- _Task goal_
In the entries below, find each line with the string "stream" and copy it.

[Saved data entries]
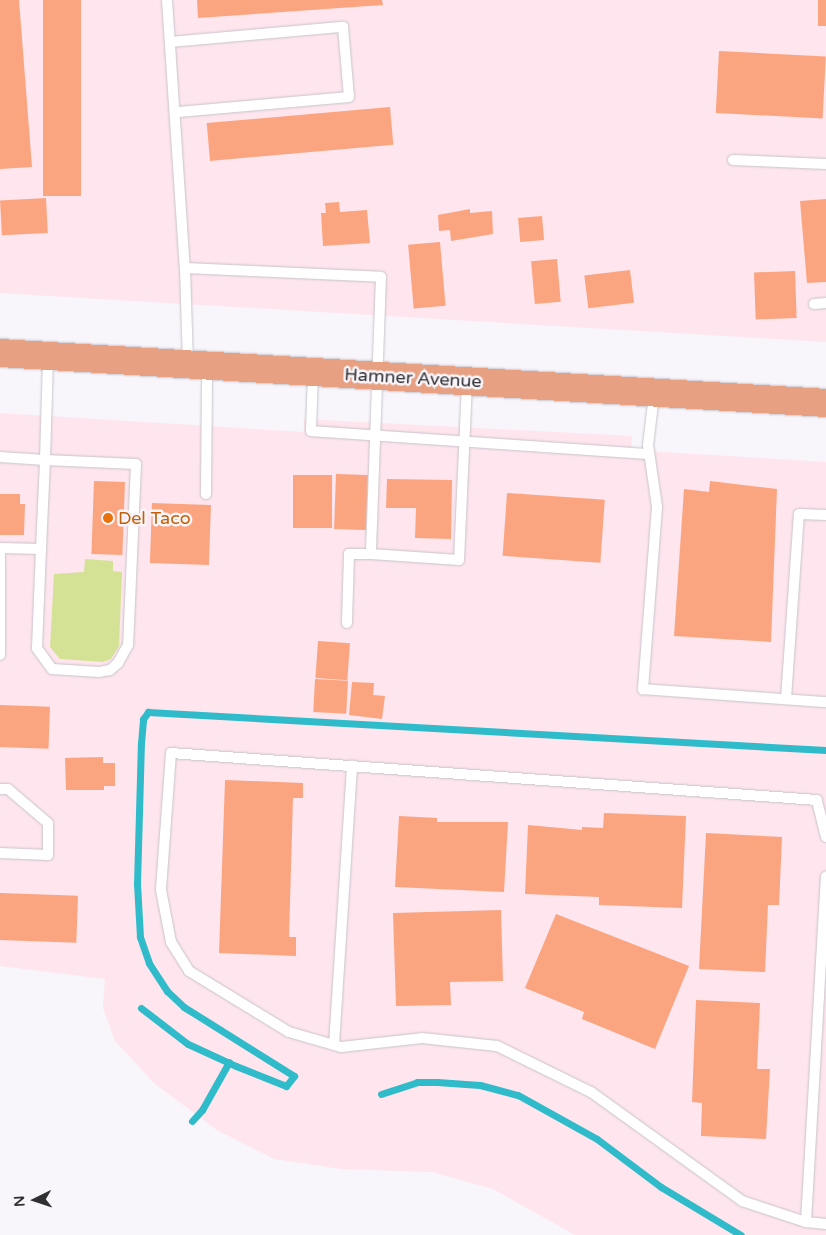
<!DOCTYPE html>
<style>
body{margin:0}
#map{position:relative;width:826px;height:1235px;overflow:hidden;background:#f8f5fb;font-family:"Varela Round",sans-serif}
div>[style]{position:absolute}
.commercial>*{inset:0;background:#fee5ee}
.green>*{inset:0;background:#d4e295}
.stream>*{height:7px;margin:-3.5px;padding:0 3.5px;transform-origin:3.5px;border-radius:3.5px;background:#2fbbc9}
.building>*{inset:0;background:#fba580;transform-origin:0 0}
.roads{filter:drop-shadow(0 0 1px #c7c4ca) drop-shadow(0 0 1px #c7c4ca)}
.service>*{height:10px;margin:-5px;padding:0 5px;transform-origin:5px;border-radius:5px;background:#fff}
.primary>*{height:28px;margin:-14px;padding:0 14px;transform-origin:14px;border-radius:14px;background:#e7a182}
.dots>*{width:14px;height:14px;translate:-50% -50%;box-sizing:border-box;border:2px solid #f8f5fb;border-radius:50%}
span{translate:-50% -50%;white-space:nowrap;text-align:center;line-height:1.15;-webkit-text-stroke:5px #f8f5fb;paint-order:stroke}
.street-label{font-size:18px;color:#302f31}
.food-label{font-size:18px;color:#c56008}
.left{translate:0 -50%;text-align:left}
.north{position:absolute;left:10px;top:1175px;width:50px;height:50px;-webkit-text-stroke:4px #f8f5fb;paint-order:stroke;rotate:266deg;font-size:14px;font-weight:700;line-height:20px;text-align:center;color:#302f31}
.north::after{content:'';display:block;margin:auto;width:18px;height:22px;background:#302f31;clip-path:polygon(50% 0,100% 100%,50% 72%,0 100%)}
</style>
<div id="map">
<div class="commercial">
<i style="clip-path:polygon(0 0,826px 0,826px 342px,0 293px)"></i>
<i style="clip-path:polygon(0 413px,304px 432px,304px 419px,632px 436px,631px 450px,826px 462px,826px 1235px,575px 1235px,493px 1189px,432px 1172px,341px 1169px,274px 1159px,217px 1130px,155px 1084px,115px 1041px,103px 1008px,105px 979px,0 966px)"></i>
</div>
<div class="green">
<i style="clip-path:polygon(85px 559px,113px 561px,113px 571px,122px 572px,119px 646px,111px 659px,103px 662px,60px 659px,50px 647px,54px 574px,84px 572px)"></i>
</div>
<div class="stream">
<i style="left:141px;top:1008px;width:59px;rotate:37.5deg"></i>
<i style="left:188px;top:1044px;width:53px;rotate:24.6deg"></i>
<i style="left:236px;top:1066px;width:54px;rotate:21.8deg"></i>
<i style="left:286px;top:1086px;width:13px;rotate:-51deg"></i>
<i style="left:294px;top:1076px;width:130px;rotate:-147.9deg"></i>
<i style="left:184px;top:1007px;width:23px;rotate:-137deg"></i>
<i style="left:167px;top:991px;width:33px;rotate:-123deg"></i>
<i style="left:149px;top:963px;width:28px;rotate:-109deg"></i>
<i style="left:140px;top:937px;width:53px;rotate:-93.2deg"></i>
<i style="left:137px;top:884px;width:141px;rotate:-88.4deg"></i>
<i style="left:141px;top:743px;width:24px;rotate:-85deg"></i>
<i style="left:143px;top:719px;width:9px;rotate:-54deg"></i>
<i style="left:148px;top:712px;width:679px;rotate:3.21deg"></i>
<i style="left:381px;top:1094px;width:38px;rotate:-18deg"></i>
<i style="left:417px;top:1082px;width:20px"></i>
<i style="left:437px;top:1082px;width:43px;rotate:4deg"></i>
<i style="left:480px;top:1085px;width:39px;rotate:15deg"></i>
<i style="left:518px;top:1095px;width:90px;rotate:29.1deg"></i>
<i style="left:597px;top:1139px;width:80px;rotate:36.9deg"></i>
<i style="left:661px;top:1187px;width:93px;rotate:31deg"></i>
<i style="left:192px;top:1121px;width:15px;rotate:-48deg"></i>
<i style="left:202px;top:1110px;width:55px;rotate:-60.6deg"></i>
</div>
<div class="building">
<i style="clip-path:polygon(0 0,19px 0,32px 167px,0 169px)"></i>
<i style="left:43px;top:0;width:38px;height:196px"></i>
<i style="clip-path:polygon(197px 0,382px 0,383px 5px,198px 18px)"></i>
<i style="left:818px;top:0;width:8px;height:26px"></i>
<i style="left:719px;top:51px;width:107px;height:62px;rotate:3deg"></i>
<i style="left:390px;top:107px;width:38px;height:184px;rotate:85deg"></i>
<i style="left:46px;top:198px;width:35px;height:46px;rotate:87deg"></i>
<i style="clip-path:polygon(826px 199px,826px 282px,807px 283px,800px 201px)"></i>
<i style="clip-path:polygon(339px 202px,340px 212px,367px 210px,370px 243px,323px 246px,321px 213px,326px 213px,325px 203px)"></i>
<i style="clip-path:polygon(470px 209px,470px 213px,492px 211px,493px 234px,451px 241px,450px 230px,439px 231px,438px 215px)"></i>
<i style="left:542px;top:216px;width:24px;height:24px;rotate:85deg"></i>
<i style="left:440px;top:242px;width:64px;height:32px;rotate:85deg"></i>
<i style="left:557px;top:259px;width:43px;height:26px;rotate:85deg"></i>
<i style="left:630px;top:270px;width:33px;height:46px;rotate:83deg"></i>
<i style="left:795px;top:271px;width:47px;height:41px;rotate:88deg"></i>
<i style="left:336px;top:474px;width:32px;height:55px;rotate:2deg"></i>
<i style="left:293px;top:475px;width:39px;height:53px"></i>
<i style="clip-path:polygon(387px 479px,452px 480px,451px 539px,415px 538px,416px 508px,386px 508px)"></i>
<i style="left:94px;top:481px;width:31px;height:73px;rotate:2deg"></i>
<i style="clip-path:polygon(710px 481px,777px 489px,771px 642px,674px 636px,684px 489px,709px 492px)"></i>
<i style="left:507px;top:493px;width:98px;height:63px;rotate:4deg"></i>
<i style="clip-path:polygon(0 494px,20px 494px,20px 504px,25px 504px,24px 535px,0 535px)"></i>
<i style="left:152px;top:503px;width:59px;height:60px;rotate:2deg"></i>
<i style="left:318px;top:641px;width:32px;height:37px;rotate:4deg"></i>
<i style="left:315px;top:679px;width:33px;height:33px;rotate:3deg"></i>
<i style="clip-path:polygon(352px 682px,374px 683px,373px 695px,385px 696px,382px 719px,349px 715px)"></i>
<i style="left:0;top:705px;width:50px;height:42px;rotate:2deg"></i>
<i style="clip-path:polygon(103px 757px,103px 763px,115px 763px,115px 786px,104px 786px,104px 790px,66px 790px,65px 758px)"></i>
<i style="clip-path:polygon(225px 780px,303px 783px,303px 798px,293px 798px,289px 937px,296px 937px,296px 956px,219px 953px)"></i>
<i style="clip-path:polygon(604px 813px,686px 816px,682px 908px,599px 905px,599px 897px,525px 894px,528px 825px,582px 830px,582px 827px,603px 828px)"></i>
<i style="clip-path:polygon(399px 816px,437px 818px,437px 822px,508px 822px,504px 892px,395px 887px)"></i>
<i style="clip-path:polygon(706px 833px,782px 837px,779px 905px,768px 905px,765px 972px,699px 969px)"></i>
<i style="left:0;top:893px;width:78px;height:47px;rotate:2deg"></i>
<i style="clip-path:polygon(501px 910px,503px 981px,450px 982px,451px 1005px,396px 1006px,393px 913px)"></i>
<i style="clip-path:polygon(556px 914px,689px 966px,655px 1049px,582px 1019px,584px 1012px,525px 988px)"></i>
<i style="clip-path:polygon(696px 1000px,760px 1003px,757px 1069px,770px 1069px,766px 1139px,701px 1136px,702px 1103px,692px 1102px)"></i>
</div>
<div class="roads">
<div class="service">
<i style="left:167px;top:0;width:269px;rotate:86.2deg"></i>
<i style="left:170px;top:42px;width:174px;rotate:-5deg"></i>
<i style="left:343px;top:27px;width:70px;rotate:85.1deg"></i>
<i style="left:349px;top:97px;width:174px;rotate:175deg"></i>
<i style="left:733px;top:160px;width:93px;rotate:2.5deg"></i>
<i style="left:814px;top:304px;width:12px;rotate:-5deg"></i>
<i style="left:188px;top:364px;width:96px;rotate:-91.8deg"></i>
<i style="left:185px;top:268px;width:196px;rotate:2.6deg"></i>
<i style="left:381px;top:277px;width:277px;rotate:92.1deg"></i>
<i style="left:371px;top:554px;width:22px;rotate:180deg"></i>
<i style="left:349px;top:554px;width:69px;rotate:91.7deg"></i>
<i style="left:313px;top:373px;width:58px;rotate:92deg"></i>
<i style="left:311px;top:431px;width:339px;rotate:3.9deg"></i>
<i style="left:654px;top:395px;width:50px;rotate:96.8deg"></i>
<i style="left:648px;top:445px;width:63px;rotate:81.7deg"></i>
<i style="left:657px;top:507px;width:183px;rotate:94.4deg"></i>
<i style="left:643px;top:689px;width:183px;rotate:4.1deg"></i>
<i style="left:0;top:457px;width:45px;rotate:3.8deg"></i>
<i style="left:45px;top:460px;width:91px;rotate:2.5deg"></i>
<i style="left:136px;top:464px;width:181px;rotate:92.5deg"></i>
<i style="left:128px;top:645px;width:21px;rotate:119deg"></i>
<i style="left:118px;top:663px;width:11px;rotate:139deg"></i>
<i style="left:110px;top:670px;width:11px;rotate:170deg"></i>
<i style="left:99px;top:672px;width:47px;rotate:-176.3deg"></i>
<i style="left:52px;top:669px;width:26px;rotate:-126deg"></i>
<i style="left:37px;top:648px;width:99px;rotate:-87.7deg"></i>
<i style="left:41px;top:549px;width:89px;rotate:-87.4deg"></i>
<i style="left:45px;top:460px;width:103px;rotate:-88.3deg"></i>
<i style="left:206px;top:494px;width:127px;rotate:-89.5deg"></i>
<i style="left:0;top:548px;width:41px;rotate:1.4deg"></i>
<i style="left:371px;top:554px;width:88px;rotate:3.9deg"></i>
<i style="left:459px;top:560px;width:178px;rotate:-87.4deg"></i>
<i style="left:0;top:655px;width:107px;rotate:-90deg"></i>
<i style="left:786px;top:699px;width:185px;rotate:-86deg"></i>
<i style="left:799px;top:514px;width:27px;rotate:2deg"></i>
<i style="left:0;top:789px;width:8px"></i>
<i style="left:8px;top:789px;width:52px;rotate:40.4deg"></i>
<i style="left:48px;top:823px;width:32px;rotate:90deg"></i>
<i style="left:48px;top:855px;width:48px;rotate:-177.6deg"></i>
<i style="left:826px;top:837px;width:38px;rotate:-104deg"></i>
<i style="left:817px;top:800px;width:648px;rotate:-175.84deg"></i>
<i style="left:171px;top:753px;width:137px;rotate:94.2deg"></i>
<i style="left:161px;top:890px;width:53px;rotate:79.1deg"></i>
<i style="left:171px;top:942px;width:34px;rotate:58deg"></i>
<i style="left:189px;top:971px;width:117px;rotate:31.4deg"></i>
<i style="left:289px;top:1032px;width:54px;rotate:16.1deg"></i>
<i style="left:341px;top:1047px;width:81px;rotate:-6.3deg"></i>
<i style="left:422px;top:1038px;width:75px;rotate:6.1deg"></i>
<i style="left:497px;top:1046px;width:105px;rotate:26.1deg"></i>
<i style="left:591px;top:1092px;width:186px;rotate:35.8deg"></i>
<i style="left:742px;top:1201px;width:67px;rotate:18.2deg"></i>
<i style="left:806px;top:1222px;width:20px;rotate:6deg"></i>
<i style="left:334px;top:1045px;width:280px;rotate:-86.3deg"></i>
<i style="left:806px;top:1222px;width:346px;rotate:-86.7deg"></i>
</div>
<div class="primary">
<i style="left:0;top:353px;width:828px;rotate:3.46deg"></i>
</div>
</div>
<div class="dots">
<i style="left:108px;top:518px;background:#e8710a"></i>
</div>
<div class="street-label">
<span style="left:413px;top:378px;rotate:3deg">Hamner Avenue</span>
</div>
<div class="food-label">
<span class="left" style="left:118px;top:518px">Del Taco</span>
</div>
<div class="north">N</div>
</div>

- _Solution to this exercise_
.stream>*{height:7px;margin:-3.5px;padding:0 3.5px;transform-origin:3.5px;border-radius:3.5px;background:#2fbbc9}
<div class="stream">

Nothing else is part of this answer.